Paru la première fois sur Tellusfolio.it, 1/10/ 2008

NdT

Gattara : ce terme ancien mais apparu dans l’écrit seulement en 1988 et entré dans les dictionnaires en 2002, que l’on peut traduire par femme à chats, dame aux chats, ou, éventuellement, cattophile, provient du dialecte romain parlé et désigne une femme, en général d’un certain âge, qui prend soin des chats errants de son quartier.
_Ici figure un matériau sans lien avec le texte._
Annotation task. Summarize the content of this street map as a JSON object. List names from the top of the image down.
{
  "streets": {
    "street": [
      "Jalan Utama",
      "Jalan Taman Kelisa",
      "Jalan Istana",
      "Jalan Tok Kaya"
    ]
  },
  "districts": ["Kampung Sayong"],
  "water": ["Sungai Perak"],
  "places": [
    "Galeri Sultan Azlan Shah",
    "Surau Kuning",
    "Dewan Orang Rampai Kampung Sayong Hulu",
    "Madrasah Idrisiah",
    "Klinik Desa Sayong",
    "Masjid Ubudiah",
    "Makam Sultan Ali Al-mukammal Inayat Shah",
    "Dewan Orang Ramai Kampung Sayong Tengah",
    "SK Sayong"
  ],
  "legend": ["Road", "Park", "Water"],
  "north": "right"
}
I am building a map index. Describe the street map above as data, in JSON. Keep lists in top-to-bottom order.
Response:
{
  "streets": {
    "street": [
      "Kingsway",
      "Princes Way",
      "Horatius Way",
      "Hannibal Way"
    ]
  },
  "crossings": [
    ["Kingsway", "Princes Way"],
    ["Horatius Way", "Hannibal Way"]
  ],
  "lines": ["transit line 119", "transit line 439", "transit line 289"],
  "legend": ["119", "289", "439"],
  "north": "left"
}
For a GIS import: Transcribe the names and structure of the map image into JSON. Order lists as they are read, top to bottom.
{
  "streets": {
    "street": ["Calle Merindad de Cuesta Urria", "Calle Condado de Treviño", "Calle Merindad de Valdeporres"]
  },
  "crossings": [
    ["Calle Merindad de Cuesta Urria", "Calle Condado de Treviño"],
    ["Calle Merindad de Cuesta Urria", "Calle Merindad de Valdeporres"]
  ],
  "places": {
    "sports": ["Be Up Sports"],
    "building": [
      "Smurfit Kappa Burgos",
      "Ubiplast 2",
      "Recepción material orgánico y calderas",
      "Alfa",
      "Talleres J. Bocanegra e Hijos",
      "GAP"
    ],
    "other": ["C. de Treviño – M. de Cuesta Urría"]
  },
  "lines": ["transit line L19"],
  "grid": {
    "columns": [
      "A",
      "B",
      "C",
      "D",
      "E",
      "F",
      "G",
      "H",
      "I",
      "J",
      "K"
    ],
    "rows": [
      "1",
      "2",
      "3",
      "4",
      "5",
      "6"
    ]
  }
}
Souvent dépréciatif, ce terme a acquis ses lettres de noblesse par la loi 281 de 1991, qui reconnaît aux chiens et chats dits errants le statut d’être libres, fait obligation aux autorités municipales de veiller à leur bien-être par l’intermédiaire des gattare, devenues des tutors (tutrices) en italien post-moderne. En toscan on dit gattaia, en milanais (lombard) mamm di gatt et en anglais cat lady. La plus célèbre gattara romaine fut l'actrice Anna Magnani.